Semaine ULaval pour toujours: portrait de Stéphan La Roche, diplômé

16 octobre 2025

Dans le cadre de la Semaine ULaval pour toujours, la Faculté de droit vous propose une série de portraits de juristes qui se sont brillamment illustrés dans leur communauté. Par leur engagement, leur implication et leur initiative, ces diplômées et diplômés continuent d’influencer positivement la société jour après jour. 

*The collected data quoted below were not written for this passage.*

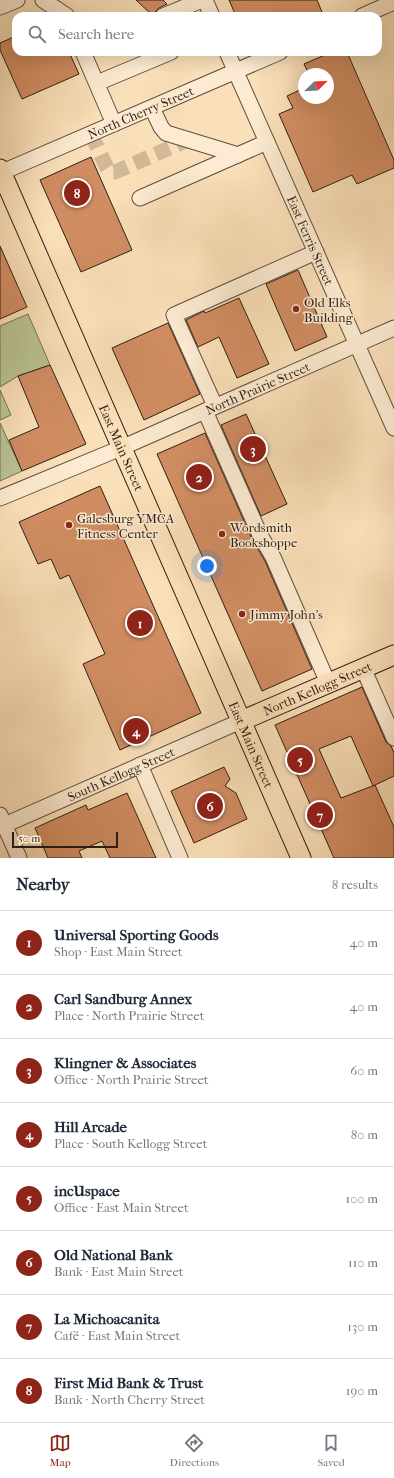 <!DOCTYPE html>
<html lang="en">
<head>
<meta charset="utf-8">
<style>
	:root { --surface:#fff; --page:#f2f2f3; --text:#1f2937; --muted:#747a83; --line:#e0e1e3; --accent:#8f2418 }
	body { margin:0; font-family:"IM FELL French Canon",serif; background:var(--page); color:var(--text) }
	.compass { position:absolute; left:298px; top:68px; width:36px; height:36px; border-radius:50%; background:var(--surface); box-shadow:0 4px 16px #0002; rotate:66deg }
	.scale { position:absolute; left:12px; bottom:10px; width:106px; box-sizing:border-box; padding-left:4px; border:2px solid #2f1e16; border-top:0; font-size:11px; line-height:14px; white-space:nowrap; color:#2f1e16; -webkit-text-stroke:3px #fcebd2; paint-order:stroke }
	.you { position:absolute; left:207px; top:566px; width:14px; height:14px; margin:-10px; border:3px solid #fff; border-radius:50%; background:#1a73e8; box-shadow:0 0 0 6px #1a73e833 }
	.badge { display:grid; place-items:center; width:26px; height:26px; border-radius:50%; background:var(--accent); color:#fff; font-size:13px; font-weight:700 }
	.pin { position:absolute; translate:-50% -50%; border:2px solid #fff; box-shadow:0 1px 4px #0006 }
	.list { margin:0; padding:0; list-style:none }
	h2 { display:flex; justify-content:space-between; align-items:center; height:52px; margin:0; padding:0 16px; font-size:17px }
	h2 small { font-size:13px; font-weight:400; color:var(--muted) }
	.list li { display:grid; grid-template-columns:26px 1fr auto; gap:12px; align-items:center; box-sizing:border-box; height:64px; padding:0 16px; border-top:1px solid var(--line) }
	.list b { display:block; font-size:15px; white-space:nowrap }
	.list p { margin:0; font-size:13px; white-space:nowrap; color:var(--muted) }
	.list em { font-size:13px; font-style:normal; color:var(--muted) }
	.icon { flex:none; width:22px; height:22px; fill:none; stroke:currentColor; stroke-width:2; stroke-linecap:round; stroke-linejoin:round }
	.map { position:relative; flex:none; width:394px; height:858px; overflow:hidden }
	.search { position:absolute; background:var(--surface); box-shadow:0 4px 16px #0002; left:12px; right:12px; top:12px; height:44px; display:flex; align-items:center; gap:10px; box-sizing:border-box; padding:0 14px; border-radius:12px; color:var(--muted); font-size:15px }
	.sheet { height:564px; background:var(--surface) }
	nav { display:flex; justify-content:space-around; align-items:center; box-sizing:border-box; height:56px; border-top:1px solid var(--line); background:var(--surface); font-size:11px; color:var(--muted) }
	nav a { display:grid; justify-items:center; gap:2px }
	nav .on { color:var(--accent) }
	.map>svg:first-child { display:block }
</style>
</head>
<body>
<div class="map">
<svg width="394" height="858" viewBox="0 0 394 858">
	<rect width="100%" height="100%" fill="#fae0b9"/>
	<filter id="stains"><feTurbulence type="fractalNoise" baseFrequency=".005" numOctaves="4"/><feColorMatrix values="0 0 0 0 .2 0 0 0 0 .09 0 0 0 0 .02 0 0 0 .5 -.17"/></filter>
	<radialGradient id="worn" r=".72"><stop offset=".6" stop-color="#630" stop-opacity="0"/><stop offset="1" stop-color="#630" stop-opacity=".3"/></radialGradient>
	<path fill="#b9c394" stroke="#747055" d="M 28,314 L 50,365 L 18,376 L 0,387 L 0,326 Z
		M 0,390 L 11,415 L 0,420 Z
		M 0,423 L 22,471 L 0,481 Z"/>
	<path fill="#d18d62" stroke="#2f1e16" d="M 136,0 L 163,0 L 167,4 L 159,8 L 152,15 Z
		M 229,0 L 317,0 L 322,12 L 314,16 L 236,16 Z
		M 16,36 L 16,52 L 69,52 L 79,74 L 22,99 L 0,50 L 0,43 Z
		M 332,52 L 347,52 L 394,160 L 394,168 L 357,184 L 352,175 L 313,192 L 279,114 L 293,108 L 287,96 L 304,88 L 304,98 L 328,98 L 328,74 L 309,74 L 304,64 Z
		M 91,157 L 132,250 L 81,272 L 40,180 Z
		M 0,246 L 27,307 L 0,319 Z
		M 298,270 L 327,337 L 295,351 L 266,284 Z
		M 239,298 L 269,364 L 237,378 L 219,337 L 198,347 L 186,320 L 204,311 L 205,313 Z
		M 168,323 L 200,394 L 144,420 L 112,348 Z
		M 50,365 L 86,444 L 22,471 L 9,440 L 39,427 L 18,376 Z
		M 246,414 L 287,504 L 261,516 L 221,425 Z
		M 205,433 L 252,539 L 265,561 L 312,669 L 262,691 L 157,454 Z
		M 100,486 L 201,713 L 120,750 L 83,664 L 105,654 L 69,575 L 60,579 L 51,559 L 38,564 L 19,522 Z
		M 362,687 L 386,742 L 391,746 L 394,753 L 394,776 L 373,786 L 351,736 L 319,749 L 341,798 L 375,785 L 394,827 L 394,858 L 334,858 L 275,725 Z
		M 224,767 L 230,779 L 225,786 L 236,793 L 247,819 L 194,843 L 171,791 Z
		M 127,793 L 156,858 L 110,858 L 102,841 L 79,851 L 82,858 L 48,858 L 35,828 L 86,805 L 88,810 Z"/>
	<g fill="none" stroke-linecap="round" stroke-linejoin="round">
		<path stroke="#d1b998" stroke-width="15" stroke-dasharray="15 8" stroke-linecap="butt" d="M 91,134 L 106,166 L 110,172 L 115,172 L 190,139"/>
		<defs>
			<g id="minor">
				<path d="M 43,0 L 67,16"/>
				<path d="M 205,0 L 212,16"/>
				<path d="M 0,7 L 17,0"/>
				<path d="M 163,16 L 202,0"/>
				<path d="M 362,16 L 394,2"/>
				<path d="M 83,52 L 114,124"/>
				<path id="s1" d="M 227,52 L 394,428"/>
				<path d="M 97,83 L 171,52"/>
				<path d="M 152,108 L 161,127 L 166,133 L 238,155"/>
				<path id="s2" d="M 0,173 L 280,52"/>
				<path d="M 140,198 L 267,142"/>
				<path d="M 215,406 L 174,315 L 316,252"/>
				<path d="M 205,411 L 260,535 L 273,557 L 328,683"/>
				<path id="s3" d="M 0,498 L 121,448 L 394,328"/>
				<path d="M 363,668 L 394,738"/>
				<path d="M 140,765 L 180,858"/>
				<path d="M 0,815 L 19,858"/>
				<path id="s4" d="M 0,827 L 241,721"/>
			</g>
			<g id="major">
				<path id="s5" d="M 0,169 L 301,858"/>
				<path id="s6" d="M 241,721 L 394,655"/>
			</g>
		</defs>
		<use href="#minor" stroke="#624e3f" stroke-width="17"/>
		<use href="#major" stroke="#2f1e16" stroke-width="21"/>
		<use href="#minor" stroke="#fcebd2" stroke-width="15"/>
		<use href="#major" stroke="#fae0b9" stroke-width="19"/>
	</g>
	<g fill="#8f2418" stroke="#fcebd2" stroke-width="1.5">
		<circle cx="296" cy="309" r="4"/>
		<circle cx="69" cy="525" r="4"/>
		<circle cx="222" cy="534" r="4"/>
		<circle cx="242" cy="614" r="4"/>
	</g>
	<g text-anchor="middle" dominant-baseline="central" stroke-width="3" stroke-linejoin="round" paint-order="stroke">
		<g font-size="13" fill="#2f1e16" stroke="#fcebd2">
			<text stroke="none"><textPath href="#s2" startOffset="153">North Cherry Street</textPath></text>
			<text stroke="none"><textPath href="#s1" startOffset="206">East Ferris Street</textPath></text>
			<text stroke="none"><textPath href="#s3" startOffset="280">North Prairie Street</textPath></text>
			<text stroke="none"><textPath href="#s5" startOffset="304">East Main Street</textPath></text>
			<text stroke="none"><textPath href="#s6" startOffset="83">North Kellogg Street</textPath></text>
			<text stroke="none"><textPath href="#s5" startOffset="628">East Main Street</textPath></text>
			<text stroke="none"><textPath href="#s4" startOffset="132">South Kellogg Street</textPath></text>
		</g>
		<g font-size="13" fill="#2f1e16" stroke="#fcebd2" text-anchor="start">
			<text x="304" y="302">Old Elks<tspan x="304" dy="15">Building</tspan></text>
			<text x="77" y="518">Galesburg YMCA<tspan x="77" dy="15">Fitness Center</tspan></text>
			<text x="230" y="527">Wordsmith<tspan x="230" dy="15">Bookshoppe</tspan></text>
			<text x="250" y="614">Jimmy John's</text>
		</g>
	</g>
	<rect width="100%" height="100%" filter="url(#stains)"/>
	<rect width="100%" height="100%" fill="url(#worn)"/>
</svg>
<svg class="compass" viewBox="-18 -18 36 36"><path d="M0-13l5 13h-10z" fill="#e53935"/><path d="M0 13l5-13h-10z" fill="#747a83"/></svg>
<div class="scale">50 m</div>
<div class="you"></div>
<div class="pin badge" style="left:140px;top:623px">1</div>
<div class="pin badge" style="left:199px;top:477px">2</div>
<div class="pin badge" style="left:253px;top:449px">3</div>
<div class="pin badge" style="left:136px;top:731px">4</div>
<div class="pin badge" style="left:300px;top:760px">5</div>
<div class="pin badge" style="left:210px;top:806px">6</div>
<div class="pin badge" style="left:320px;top:815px">7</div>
<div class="pin badge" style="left:77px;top:193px">8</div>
<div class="search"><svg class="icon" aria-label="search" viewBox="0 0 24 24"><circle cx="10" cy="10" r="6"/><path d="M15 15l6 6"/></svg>Search here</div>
</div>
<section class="sheet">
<h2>Nearby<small>8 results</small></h2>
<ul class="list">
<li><span class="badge">1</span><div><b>Universal Sporting Goods</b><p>Shop · East Main Street</p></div><em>40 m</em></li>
<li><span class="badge">2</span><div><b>Carl Sandburg Annex</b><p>Place · North Prairie Street</p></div><em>40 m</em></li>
<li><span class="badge">3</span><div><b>Klingner &amp; Associates</b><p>Office · North Prairie Street</p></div><em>60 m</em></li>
<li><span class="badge">4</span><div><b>Hill Arcade</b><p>Place · South Kellogg Street</p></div><em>80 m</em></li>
<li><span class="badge">5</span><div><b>incUspace</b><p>Office · East Main Street</p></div><em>100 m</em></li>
<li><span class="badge">6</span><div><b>Old National Bank</b><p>Bank · East Main Street</p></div><em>110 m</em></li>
<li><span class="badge">7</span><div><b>La Michoacanita</b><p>Café · East Main Street</p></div><em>130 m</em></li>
<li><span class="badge">8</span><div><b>First Mid Bank &amp; Trust</b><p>Bank · North Cherry Street</p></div><em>190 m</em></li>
</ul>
</section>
<nav>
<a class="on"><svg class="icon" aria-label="map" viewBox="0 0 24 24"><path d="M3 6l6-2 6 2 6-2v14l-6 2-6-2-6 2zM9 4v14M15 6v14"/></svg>Map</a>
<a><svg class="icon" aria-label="directions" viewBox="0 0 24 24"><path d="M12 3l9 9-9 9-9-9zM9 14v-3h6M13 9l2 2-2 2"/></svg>Directions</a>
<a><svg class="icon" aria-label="saved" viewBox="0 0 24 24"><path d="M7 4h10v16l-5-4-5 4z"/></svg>Saved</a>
</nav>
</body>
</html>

Avocat de formation et gestionnaire culturel animé par la conviction que l’art et le droit se rencontrent dans le service du bien commun, Stéphan La Roche a consacré une grande partie de sa carrière à faire rayonner les arts et la culture du Québec, ici comme à l’international. De l’Assemblée nationale au Musée d’art contemporain de Montréal, en passant par le CALQ, le ministère de la Culture et des Communications du Québec, la Délégation générale du Québec à Paris, le Palais Montcalm et le Musée de la civilisation, son parcours illustre l’audace d’embrasser les virages qui transforment les organisations et les milieux en véritables moteurs de création et de changement.

Aujourd’hui directeur général du Musée d’art contemporain de Montréal, Stéphan La Roche met son expérience et sa vision au service d’une institution en pleine métamorphose. Guidé par la conviction que la culture doit appartenir à toutes et à tous, il œuvre à ouvrir les portes de l’art contemporain, à en démystifier les codes et à en faire un levier de dialogue collectif. Par son parcours, il incarne l’idée que le droit peut mener bien au-delà des tribunaux: vers des espaces où l’audace et la création font avancer la société.

Parlez-nous de votre parcours depuis vos études en droit à l’Université Laval.

Après mon baccalauréat en droit et mon Barreau, j’ai fait mon stage au Secrétariat du Conseil du trésor, à la Direction générale des relations de travail (DGRT). J’y pratiquais surtout le droit du travail : arbitrages de griefs, accidents du travail, maladies professionnelles.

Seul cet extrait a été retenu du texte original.